Stored data:
---*---

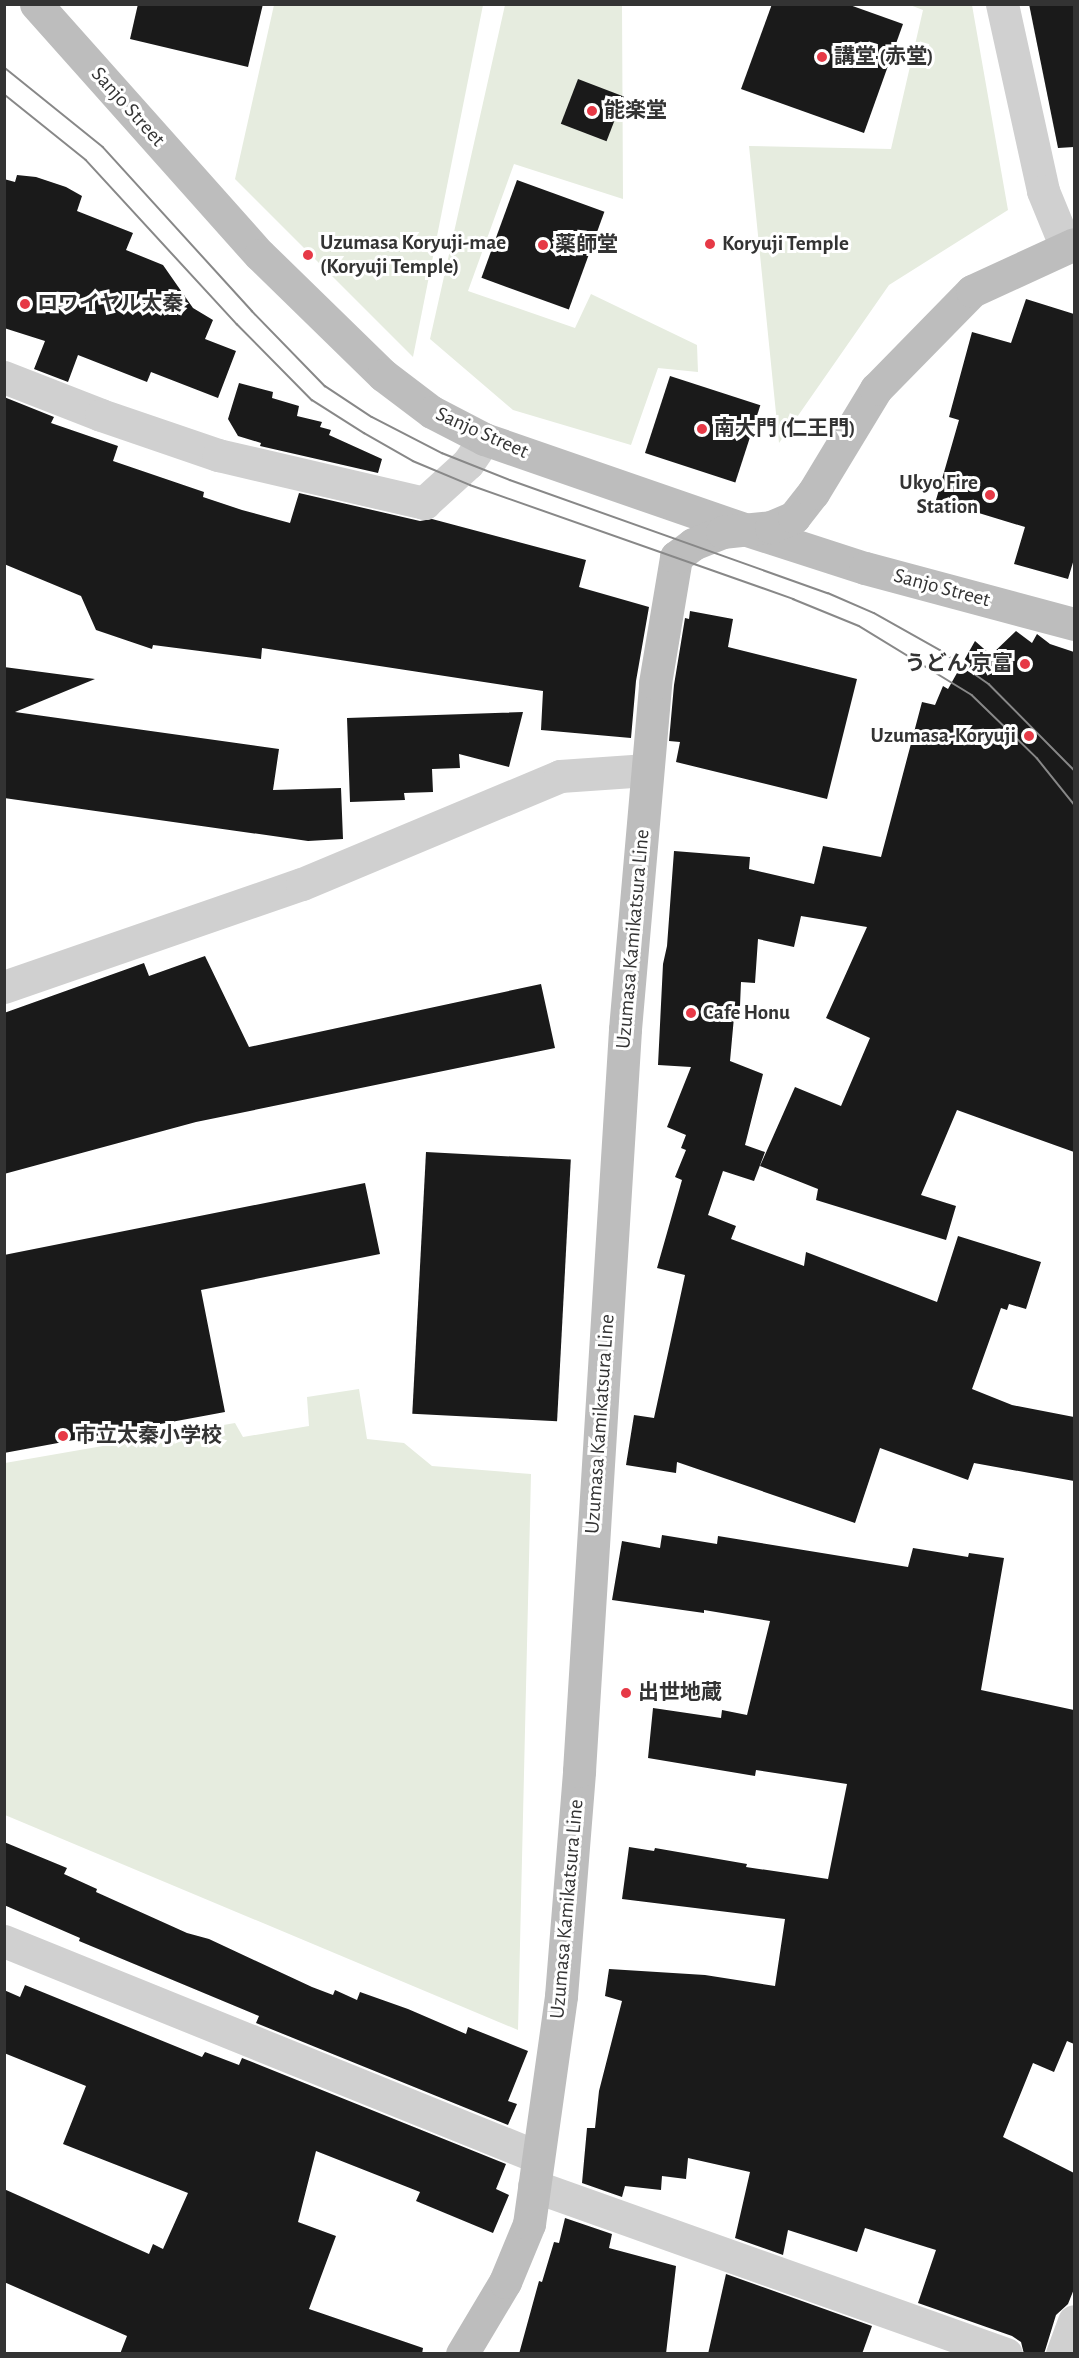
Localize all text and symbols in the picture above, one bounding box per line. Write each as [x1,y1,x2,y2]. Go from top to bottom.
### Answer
place label: 講堂 (赤堂) [834,44,934,70]
marker: 講堂 (赤堂) [815,50,829,64]
street label: Sanjo Street [86,62,170,152]
place label: 能楽堂 [604,98,667,124]
marker: 能楽堂 [585,104,599,118]
place label: Uzumasa Koryuji-mae (Koryuji Temple) [320,230,506,280]
place label: Koryuji Temple [722,231,849,257]
place label: 薬師堂 [555,232,618,258]
marker: Koryuji Temple [703,237,717,251]
marker: 薬師堂 [536,238,550,252]
marker: Uzumasa Koryuji-mae (Koryuji Temple) [301,248,315,262]
place label: ロワイヤル太秦 [37,291,184,317]
marker: ロワイヤル太秦 [18,297,32,311]
street label: Sanjo Street [432,401,532,465]
place label: 南大門 (仁王門) [714,416,856,442]
marker: 南大門 (仁王門) [695,422,709,436]
place label: Ukyo Fire Station [899,470,978,520]
marker: Ukyo Fire Station [983,488,997,502]
street label: Sanjo Street [891,563,993,613]
place label: うどん 京富 [905,651,1013,677]
marker: うどん 京富 [1018,657,1032,671]
place label: Uzumasa-Koryuji [871,723,1016,749]
marker: Uzumasa-Koryuji [1020,727,1038,745]
street label: Uzumasa Kamikatsura Line [611,828,655,1050]
place label: Cafe Honu [703,1000,790,1026]
marker: Cafe Honu [684,1006,698,1020]
street label: Uzumasa Kamikatsura Line [580,1313,620,1535]
place label: 市立太秦小学校 [75,1423,222,1449]
marker: 市立太秦小学校 [56,1429,70,1443]
place label: 出世地蔵 [638,1680,722,1706]
marker: 出世地蔵 [619,1686,633,1700]
street label: Uzumasa Kamikatsura Line [545,1798,589,2020]

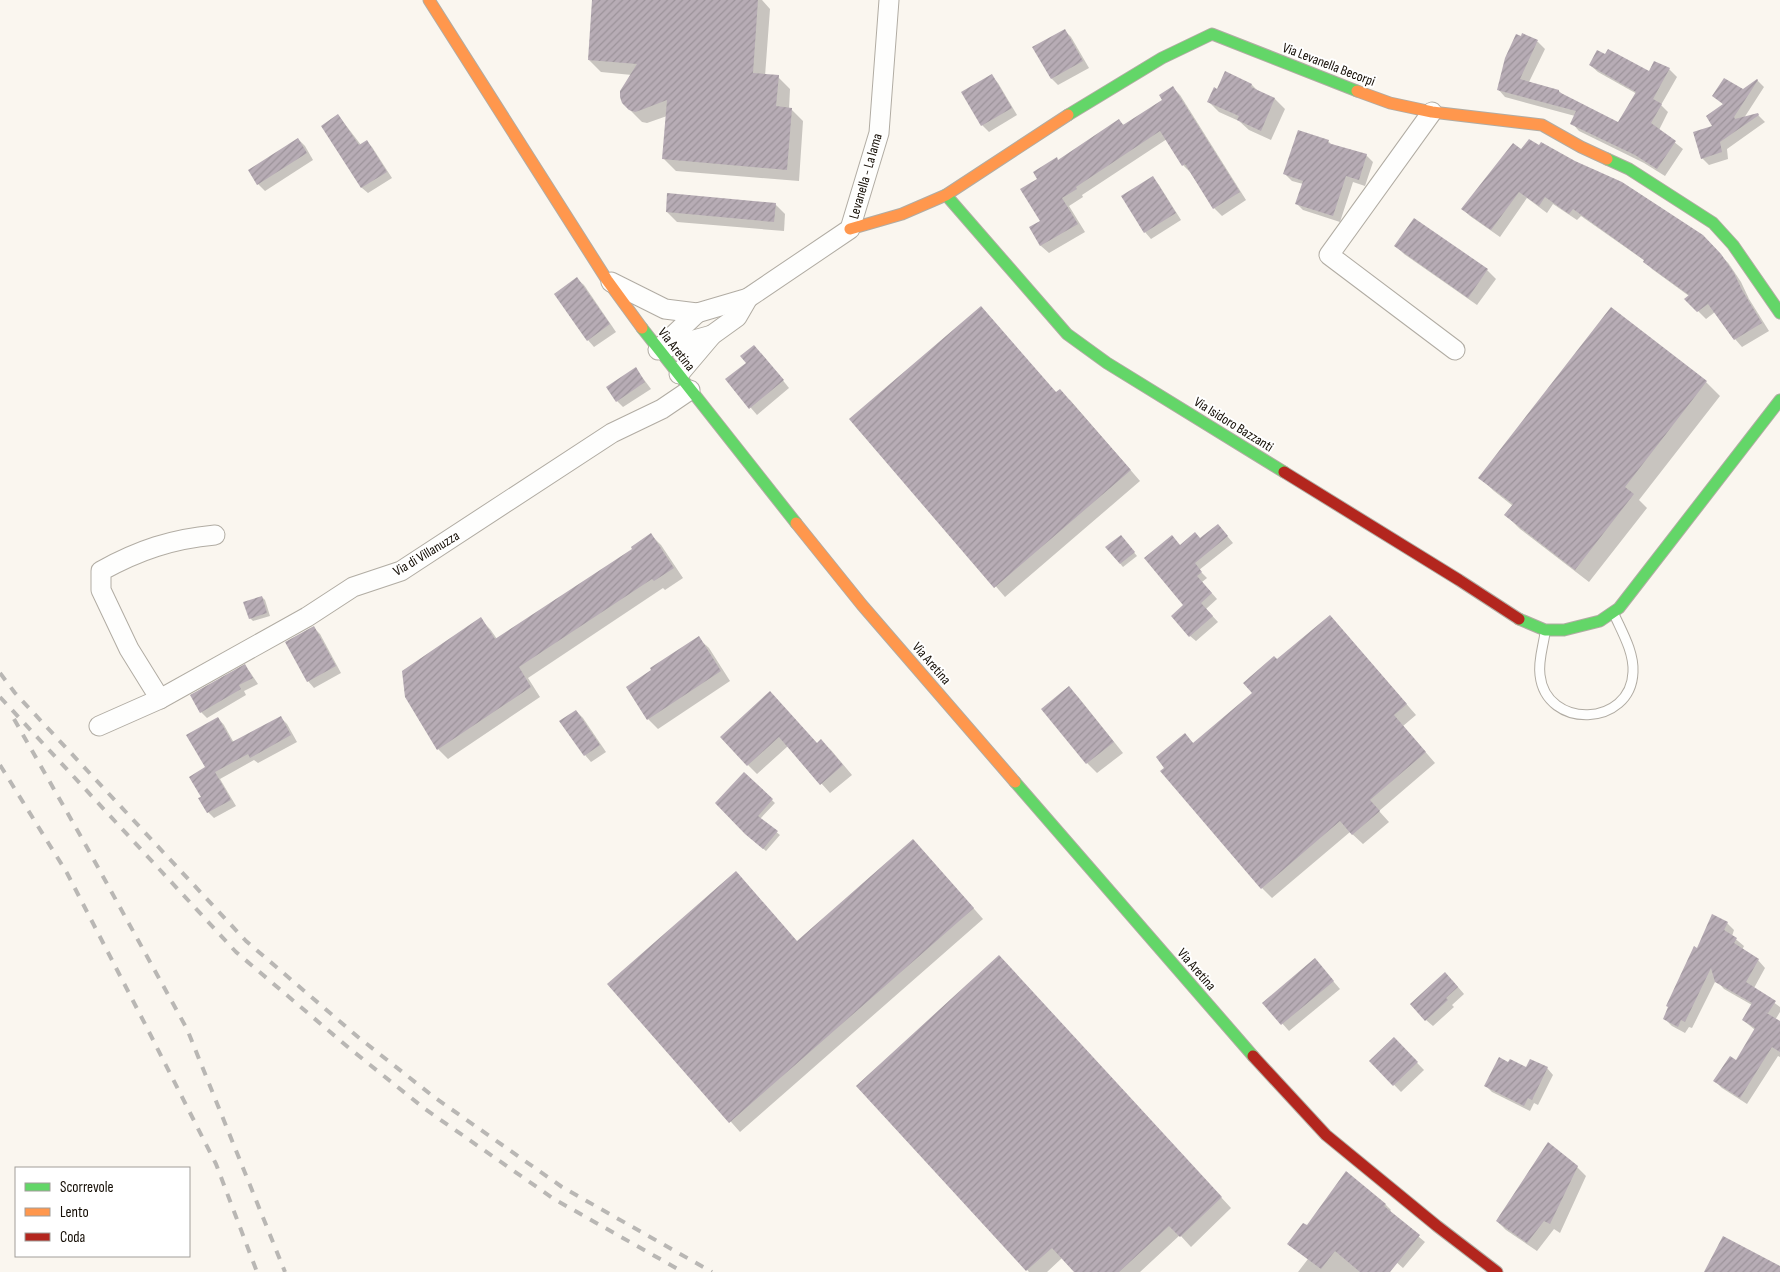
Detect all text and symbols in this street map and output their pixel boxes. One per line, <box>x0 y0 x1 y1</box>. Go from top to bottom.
street label: Via Levanella Becorpi <box>1280 39 1377 90</box>
street label: Levanella - La lama <box>845 131 886 221</box>
street label: Via Aretina <box>654 324 699 374</box>
street label: Via Isidoro Bazzanti <box>1191 393 1277 456</box>
street label: Via di Villanuzza <box>390 527 462 580</box>
street label: Via Aretina <box>909 639 955 688</box>
street label: Via Aretina <box>1174 945 1220 994</box>
legend <box>15 1167 190 1257</box>
text: Scorrevole <box>60 1178 114 1197</box>
text: Lento <box>60 1203 89 1222</box>
text: Coda <box>60 1228 86 1247</box>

---*---

The expected answer is a copy of each line above containing "Honu".

place label: Cafe Honu [703,1000,790,1026]
marker: Cafe Honu [684,1006,698,1020]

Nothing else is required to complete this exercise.